▶ _WORK TASK_: Could you reproduce, word for word, everything below from the line containing "For a GIS import: Parse" down to the line containing "For a GIS import: Read", with both of those lines included and no others?

▶ _SOURCE DATA_:

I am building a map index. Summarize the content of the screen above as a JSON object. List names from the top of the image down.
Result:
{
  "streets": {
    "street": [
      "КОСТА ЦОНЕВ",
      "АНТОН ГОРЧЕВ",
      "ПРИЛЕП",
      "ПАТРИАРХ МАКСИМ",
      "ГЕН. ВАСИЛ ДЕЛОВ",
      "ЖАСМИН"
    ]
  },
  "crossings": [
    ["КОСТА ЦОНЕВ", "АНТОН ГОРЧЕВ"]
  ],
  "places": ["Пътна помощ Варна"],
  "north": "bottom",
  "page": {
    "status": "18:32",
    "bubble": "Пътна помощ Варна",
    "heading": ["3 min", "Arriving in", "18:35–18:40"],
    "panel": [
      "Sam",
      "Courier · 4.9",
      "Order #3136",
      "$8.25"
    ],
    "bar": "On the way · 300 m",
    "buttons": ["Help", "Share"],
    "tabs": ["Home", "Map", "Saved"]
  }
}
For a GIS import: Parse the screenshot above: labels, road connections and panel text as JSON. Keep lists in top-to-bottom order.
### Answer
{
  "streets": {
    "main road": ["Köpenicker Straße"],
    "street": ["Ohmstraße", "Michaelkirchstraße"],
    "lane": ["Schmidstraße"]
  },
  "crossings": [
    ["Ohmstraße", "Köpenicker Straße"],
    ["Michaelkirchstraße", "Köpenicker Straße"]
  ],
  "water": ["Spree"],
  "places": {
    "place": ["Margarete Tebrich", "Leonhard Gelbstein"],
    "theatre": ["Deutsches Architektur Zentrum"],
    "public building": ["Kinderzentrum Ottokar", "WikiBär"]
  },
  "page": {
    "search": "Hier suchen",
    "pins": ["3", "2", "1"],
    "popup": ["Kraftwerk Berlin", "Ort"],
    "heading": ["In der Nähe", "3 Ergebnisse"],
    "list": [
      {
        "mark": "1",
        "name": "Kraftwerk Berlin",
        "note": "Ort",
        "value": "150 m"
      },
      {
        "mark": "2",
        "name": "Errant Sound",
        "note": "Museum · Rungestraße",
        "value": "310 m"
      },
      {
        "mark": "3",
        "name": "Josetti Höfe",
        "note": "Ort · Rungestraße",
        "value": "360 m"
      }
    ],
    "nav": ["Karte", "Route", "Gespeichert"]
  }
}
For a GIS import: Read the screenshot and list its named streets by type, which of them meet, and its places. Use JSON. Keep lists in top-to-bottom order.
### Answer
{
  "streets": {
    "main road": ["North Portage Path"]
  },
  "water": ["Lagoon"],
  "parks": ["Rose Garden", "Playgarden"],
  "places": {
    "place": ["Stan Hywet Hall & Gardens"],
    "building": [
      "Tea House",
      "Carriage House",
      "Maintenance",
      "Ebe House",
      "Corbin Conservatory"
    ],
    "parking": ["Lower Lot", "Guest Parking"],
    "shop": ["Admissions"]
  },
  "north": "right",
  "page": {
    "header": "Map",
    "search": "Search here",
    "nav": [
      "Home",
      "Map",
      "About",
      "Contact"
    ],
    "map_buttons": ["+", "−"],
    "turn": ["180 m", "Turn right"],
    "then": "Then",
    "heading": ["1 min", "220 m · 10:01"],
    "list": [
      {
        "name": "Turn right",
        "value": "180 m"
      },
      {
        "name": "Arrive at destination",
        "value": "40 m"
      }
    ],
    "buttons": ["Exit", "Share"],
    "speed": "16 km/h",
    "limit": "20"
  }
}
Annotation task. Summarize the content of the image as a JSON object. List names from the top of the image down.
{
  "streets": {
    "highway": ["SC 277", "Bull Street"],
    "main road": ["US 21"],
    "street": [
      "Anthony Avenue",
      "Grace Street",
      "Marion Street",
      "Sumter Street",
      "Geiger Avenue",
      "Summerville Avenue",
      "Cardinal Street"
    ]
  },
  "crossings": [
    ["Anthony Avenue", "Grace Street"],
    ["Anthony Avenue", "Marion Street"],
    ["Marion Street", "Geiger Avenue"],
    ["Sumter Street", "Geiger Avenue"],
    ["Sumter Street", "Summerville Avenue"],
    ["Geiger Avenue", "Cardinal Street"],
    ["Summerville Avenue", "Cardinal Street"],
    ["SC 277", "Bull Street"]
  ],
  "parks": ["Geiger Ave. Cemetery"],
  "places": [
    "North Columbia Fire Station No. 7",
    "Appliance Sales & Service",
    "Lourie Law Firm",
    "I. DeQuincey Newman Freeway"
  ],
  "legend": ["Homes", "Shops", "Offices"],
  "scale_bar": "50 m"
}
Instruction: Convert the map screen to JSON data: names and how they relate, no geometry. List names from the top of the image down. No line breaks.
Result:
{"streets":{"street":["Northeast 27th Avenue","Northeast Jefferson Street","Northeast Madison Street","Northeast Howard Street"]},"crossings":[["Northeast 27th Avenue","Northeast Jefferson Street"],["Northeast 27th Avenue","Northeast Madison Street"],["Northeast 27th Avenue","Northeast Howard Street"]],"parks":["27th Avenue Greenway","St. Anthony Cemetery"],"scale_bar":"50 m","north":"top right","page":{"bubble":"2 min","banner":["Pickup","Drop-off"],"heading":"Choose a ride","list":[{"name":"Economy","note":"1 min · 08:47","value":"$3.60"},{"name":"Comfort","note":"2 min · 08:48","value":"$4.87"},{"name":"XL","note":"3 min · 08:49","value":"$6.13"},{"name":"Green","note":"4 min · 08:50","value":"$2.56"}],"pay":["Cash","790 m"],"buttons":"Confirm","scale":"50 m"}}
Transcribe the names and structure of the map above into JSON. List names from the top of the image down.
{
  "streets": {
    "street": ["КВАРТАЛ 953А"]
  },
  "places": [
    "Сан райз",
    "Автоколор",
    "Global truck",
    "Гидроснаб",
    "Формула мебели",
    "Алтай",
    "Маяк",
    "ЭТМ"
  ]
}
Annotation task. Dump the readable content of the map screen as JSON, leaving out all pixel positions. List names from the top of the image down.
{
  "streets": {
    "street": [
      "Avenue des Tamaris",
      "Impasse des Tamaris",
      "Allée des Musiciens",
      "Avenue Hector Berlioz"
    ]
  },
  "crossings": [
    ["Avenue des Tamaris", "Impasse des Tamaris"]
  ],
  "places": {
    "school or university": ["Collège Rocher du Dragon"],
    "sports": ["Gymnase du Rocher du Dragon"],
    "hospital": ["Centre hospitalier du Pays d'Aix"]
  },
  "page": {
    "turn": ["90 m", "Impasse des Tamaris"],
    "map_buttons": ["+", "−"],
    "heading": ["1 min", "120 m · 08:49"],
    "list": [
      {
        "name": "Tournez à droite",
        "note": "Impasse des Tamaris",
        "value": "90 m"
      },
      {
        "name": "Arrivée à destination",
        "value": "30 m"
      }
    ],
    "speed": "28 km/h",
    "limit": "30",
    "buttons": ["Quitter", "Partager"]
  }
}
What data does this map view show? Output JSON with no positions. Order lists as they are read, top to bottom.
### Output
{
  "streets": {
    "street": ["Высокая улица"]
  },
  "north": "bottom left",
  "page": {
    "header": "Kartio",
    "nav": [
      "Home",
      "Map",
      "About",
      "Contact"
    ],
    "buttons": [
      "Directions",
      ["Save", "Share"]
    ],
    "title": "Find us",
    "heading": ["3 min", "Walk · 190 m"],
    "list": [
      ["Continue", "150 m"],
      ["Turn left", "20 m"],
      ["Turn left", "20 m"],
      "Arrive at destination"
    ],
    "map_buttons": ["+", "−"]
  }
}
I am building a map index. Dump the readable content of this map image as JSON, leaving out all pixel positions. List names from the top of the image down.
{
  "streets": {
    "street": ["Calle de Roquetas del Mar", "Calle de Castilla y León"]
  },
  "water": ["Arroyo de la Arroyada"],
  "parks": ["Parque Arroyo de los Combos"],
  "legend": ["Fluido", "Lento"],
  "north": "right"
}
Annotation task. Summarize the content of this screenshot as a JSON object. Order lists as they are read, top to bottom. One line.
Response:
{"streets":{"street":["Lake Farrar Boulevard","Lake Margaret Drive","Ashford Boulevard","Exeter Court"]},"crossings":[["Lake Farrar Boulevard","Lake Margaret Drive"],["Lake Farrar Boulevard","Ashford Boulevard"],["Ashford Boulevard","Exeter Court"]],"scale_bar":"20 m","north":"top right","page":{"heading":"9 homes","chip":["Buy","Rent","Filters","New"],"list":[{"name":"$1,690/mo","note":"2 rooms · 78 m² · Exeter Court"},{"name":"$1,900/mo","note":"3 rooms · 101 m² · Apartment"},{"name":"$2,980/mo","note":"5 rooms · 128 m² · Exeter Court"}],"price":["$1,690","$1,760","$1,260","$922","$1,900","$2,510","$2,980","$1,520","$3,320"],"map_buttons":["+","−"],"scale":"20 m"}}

▶ _RESPONSE_:
For a GIS import: Parse the screenshot above: labels, road connections and panel text as JSON. Keep lists in top-to-bottom order.
### Answer
{
  "streets": {
    "main road": ["Köpenicker Straße"],
    "street": ["Ohmstraße", "Michaelkirchstraße"],
    "lane": ["Schmidstraße"]
  },
  "crossings": [
    ["Ohmstraße", "Köpenicker Straße"],
    ["Michaelkirchstraße", "Köpenicker Straße"]
  ],
  "water": ["Spree"],
  "places": {
    "place": ["Margarete Tebrich", "Leonhard Gelbstein"],
    "theatre": ["Deutsches Architektur Zentrum"],
    "public building": ["Kinderzentrum Ottokar", "WikiBär"]
  },
  "page": {
    "search": "Hier suchen",
    "pins": ["3", "2", "1"],
    "popup": ["Kraftwerk Berlin", "Ort"],
    "heading": ["In der Nähe", "3 Ergebnisse"],
    "list": [
      {
        "mark": "1",
        "name": "Kraftwerk Berlin",
        "note": "Ort",
        "value": "150 m"
      },
      {
        "mark": "2",
        "name": "Errant Sound",
        "note": "Museum · Rungestraße",
        "value": "310 m"
      },
      {
        "mark": "3",
        "name": "Josetti Höfe",
        "note": "Ort · Rungestraße",
        "value": "360 m"
      }
    ],
    "nav": ["Karte", "Route", "Gespeichert"]
  }
}
For a GIS import: Read the screenshot and list its named streets by type, which of them meet, and its places. Use JSON. Keep lists in top-to-bottom order.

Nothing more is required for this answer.